Segment Start: EXERCISE MATERIAL
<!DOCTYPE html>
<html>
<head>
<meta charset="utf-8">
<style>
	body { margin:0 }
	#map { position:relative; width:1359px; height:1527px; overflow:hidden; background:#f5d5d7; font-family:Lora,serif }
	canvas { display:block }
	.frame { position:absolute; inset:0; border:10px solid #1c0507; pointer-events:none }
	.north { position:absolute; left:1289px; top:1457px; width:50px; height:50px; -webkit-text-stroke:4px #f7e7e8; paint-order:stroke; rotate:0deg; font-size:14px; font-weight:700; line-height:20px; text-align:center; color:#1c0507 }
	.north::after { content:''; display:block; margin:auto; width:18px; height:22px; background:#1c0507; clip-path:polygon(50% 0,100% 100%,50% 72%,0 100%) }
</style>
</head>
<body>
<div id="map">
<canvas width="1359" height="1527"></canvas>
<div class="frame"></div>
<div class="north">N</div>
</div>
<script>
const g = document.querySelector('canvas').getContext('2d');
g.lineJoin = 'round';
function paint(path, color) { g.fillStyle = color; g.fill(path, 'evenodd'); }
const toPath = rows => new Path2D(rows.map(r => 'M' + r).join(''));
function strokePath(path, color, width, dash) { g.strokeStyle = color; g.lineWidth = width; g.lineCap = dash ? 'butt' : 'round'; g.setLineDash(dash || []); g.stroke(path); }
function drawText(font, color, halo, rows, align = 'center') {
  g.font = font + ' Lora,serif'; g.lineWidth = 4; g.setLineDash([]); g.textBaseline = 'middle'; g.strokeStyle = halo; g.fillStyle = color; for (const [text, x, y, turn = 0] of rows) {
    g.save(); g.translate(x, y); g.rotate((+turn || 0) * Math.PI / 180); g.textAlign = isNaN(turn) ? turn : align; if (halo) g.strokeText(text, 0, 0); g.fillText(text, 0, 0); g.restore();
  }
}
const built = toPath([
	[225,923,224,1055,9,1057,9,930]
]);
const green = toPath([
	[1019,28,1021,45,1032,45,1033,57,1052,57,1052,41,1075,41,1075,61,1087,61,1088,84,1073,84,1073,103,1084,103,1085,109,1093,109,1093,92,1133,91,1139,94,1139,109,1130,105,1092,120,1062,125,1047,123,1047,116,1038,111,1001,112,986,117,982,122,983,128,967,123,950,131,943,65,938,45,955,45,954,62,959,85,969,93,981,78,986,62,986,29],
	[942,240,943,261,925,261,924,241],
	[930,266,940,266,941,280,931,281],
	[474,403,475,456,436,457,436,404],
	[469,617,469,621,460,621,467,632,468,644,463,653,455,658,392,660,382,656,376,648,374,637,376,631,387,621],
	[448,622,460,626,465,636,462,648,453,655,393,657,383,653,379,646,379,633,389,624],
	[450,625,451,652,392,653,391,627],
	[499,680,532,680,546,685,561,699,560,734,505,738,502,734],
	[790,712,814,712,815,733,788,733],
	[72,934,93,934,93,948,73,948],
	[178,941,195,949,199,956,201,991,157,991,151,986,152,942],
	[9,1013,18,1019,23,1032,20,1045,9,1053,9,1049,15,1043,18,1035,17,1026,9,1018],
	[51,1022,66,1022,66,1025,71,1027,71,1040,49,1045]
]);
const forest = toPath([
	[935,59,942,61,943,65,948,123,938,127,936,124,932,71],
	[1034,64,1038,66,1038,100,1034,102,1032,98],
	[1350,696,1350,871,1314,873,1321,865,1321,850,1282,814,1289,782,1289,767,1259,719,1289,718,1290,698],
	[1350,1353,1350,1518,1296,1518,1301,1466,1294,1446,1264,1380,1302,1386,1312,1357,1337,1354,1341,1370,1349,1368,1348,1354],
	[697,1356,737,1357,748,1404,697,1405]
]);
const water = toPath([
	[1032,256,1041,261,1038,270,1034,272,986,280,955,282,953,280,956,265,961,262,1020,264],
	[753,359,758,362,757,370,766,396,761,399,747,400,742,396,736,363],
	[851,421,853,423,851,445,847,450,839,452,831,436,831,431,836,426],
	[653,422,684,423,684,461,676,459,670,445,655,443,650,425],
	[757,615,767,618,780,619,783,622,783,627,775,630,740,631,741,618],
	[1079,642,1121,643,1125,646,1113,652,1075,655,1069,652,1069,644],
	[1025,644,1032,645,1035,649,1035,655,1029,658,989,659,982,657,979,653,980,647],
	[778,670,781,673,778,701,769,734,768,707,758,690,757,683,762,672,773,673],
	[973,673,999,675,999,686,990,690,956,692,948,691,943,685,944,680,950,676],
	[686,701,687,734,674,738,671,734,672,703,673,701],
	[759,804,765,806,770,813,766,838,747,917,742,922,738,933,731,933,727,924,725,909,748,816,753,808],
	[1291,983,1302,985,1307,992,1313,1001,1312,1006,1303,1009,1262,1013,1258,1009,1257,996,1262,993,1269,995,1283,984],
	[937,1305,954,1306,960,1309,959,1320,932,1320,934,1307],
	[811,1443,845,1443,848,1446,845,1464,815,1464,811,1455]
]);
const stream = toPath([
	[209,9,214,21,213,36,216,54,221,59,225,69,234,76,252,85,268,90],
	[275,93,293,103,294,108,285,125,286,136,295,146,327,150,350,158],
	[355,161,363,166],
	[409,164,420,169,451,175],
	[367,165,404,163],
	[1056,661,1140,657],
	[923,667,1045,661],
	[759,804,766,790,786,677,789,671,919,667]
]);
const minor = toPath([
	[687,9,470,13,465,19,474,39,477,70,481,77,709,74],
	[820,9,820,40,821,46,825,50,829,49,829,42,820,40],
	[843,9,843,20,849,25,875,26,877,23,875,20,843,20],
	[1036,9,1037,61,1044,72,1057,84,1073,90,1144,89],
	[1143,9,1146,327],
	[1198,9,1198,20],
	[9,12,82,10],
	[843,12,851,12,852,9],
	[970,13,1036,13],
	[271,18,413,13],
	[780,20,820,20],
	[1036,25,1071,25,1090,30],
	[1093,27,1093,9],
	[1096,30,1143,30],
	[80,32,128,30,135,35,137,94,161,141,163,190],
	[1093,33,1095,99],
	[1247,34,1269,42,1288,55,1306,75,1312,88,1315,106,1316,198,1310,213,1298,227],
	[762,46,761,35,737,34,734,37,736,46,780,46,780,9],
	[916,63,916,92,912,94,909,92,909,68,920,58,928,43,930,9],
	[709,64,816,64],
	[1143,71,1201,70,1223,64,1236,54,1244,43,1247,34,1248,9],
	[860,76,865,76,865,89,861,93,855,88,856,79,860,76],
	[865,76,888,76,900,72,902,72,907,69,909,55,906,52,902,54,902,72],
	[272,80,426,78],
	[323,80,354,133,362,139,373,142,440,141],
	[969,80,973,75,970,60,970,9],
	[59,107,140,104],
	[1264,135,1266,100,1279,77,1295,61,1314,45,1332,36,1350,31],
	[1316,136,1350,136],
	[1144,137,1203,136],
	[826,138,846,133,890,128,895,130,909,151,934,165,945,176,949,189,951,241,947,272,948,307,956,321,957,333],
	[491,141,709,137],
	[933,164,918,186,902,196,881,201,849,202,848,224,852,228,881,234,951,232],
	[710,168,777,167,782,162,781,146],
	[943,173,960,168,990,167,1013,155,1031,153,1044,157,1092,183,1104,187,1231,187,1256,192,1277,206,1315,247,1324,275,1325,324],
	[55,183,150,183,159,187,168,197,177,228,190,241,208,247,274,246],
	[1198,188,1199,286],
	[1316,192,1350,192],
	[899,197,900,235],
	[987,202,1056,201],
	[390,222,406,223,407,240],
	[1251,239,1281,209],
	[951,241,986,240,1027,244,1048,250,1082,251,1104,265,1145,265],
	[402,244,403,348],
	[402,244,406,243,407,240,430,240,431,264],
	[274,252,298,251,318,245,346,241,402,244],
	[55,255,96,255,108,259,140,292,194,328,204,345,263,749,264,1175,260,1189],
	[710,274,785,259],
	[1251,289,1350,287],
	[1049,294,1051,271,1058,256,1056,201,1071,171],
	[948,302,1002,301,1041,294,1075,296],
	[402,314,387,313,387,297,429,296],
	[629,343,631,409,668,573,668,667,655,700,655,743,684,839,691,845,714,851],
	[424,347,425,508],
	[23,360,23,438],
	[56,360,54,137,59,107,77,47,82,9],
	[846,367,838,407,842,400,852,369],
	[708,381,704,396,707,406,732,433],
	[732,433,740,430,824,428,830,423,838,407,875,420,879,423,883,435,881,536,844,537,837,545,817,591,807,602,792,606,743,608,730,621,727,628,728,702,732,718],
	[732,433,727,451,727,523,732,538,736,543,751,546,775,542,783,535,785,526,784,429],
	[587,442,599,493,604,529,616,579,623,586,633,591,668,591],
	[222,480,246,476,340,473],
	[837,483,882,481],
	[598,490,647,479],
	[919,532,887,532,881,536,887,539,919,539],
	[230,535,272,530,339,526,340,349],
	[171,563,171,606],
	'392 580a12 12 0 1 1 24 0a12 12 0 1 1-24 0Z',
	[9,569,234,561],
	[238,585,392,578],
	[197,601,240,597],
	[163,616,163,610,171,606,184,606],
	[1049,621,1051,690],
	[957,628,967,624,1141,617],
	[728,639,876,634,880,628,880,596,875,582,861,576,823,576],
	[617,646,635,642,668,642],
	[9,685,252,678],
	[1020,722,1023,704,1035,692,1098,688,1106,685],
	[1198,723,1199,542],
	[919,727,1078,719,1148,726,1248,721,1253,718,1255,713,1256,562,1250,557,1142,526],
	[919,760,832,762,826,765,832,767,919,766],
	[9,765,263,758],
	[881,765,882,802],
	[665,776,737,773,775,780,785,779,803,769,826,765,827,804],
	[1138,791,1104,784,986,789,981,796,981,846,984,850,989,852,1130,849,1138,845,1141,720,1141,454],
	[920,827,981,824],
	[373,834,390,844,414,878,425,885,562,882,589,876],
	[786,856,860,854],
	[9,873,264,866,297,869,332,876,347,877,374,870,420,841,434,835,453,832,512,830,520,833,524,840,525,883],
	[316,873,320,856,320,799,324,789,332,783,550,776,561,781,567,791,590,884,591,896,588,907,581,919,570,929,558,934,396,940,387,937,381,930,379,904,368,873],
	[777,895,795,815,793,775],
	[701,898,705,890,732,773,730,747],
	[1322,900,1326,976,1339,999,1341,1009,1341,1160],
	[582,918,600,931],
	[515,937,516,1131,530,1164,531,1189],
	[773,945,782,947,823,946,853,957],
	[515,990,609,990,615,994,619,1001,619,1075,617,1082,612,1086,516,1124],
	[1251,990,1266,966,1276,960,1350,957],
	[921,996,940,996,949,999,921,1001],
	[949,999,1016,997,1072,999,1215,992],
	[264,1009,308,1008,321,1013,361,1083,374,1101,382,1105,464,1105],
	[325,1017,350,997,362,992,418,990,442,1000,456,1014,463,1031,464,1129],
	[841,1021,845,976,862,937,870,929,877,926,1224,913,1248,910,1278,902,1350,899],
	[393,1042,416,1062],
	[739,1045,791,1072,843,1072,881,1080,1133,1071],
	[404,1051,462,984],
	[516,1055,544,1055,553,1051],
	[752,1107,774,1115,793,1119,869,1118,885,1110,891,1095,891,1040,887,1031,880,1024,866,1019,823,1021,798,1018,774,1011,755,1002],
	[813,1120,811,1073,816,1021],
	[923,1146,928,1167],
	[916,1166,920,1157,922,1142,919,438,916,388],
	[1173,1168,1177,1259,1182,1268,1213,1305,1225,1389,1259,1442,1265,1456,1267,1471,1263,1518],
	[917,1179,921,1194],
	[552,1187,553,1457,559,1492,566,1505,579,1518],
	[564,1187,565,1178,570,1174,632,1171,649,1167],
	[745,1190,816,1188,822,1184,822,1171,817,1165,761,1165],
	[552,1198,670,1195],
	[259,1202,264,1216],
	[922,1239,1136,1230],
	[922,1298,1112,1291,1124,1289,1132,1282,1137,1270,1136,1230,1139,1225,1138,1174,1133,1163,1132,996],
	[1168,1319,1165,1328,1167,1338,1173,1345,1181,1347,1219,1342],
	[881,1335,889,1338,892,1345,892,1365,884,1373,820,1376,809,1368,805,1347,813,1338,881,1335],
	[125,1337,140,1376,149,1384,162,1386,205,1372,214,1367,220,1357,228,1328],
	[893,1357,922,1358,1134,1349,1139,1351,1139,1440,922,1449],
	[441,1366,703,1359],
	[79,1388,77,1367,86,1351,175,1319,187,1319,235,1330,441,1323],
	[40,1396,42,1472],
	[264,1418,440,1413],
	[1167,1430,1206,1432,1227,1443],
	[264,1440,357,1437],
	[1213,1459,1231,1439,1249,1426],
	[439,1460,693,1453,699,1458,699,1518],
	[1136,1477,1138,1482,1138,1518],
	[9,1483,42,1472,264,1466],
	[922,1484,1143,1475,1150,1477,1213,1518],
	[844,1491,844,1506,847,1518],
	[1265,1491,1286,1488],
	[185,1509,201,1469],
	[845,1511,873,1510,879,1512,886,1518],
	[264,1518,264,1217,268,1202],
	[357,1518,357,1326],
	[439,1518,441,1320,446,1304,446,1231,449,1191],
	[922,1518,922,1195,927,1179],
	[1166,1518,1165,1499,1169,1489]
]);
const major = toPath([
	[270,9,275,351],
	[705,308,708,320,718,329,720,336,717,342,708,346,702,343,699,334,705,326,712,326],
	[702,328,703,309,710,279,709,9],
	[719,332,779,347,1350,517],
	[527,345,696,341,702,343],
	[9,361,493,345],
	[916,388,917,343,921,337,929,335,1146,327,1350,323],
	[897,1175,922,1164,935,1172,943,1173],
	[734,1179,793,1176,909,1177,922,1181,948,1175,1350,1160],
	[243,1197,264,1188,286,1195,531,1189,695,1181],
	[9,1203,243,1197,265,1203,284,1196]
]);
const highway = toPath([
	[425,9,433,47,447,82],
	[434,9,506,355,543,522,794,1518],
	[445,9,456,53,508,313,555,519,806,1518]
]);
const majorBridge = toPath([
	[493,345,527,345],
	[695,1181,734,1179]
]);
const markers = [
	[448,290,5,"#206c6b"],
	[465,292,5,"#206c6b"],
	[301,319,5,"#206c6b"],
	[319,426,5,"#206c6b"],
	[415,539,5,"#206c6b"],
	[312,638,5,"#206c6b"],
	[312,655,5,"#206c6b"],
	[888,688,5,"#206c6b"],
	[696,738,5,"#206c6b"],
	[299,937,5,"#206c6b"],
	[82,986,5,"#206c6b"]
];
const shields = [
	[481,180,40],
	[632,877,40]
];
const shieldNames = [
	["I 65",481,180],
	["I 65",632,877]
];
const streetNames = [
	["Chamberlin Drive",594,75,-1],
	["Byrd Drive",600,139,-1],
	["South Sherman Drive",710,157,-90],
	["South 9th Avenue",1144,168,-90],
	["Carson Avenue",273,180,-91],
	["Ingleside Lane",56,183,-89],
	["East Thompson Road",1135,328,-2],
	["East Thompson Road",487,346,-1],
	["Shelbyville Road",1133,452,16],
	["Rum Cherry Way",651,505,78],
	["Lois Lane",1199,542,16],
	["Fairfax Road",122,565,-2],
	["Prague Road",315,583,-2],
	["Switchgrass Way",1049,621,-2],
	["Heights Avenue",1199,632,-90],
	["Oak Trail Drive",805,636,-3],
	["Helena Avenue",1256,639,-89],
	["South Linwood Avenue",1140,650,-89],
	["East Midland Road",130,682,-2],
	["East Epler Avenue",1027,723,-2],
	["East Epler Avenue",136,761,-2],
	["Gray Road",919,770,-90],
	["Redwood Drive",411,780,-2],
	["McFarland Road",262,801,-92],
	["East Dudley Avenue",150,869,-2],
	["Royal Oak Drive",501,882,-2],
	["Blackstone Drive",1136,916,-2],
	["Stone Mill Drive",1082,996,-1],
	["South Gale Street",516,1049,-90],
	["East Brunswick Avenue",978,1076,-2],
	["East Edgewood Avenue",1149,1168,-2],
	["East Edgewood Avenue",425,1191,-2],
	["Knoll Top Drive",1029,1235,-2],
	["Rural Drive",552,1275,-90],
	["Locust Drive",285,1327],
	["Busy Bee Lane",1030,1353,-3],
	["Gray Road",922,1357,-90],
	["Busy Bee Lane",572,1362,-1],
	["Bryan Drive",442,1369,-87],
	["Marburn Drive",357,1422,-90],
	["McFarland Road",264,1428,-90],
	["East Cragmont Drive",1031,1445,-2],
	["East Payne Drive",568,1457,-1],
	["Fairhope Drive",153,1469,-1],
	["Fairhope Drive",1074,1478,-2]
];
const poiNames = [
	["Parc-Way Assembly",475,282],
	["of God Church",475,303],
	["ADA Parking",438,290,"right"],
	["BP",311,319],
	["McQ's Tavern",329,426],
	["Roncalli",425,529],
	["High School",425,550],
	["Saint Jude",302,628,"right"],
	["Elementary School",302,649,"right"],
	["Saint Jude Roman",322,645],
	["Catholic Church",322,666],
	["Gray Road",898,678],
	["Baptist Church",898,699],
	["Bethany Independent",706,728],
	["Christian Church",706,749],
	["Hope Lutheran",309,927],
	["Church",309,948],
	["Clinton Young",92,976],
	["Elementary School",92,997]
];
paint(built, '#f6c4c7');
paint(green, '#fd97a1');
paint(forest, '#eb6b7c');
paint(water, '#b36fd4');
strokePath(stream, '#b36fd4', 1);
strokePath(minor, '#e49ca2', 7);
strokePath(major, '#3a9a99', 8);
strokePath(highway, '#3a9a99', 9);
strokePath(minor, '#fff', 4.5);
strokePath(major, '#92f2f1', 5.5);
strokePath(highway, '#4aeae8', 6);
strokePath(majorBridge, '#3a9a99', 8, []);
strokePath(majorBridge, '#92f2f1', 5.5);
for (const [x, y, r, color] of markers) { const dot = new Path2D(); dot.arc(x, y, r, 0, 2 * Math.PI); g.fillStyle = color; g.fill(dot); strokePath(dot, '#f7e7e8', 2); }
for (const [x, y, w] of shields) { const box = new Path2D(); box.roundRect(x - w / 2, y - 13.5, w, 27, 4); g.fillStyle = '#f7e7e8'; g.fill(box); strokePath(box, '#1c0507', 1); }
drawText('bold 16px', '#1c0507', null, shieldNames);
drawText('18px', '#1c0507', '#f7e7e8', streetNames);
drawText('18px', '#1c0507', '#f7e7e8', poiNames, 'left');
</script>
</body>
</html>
Segment End: EXERCISE MATERIAL
> [INSTRUCTIONS TO FOLLOW]:
Your answer must consist solely of the lines from the top of the entries above through the line containing "const toPath = rows", copied exactly, both ends included.

> [EXERCISE SOLUTION]:
<!DOCTYPE html>
<html>
<head>
<meta charset="utf-8">
<style>
	body { margin:0 }
	#map { position:relative; width:1359px; height:1527px; overflow:hidden; background:#f5d5d7; font-family:Lora,serif }
	canvas { display:block }
	.frame { position:absolute; inset:0; border:10px solid #1c0507; pointer-events:none }
	.north { position:absolute; left:1289px; top:1457px; width:50px; height:50px; -webkit-text-stroke:4px #f7e7e8; paint-order:stroke; rotate:0deg; font-size:14px; font-weight:700; line-height:20px; text-align:center; color:#1c0507 }
	.north::after { content:''; display:block; margin:auto; width:18px; height:22px; background:#1c0507; clip-path:polygon(50% 0,100% 100%,50% 72%,0 100%) }
</style>
</head>
<body>
<div id="map">
<canvas width="1359" height="1527"></canvas>
<div class="frame"></div>
<div class="north">N</div>
</div>
<script>
const g = document.querySelector('canvas').getContext('2d');
g.lineJoin = 'round';
function paint(path, color) { g.fillStyle = color; g.fill(path, 'evenodd'); }
const toPath = rows => new Path2D(rows.map(r => 'M' + r).join(''));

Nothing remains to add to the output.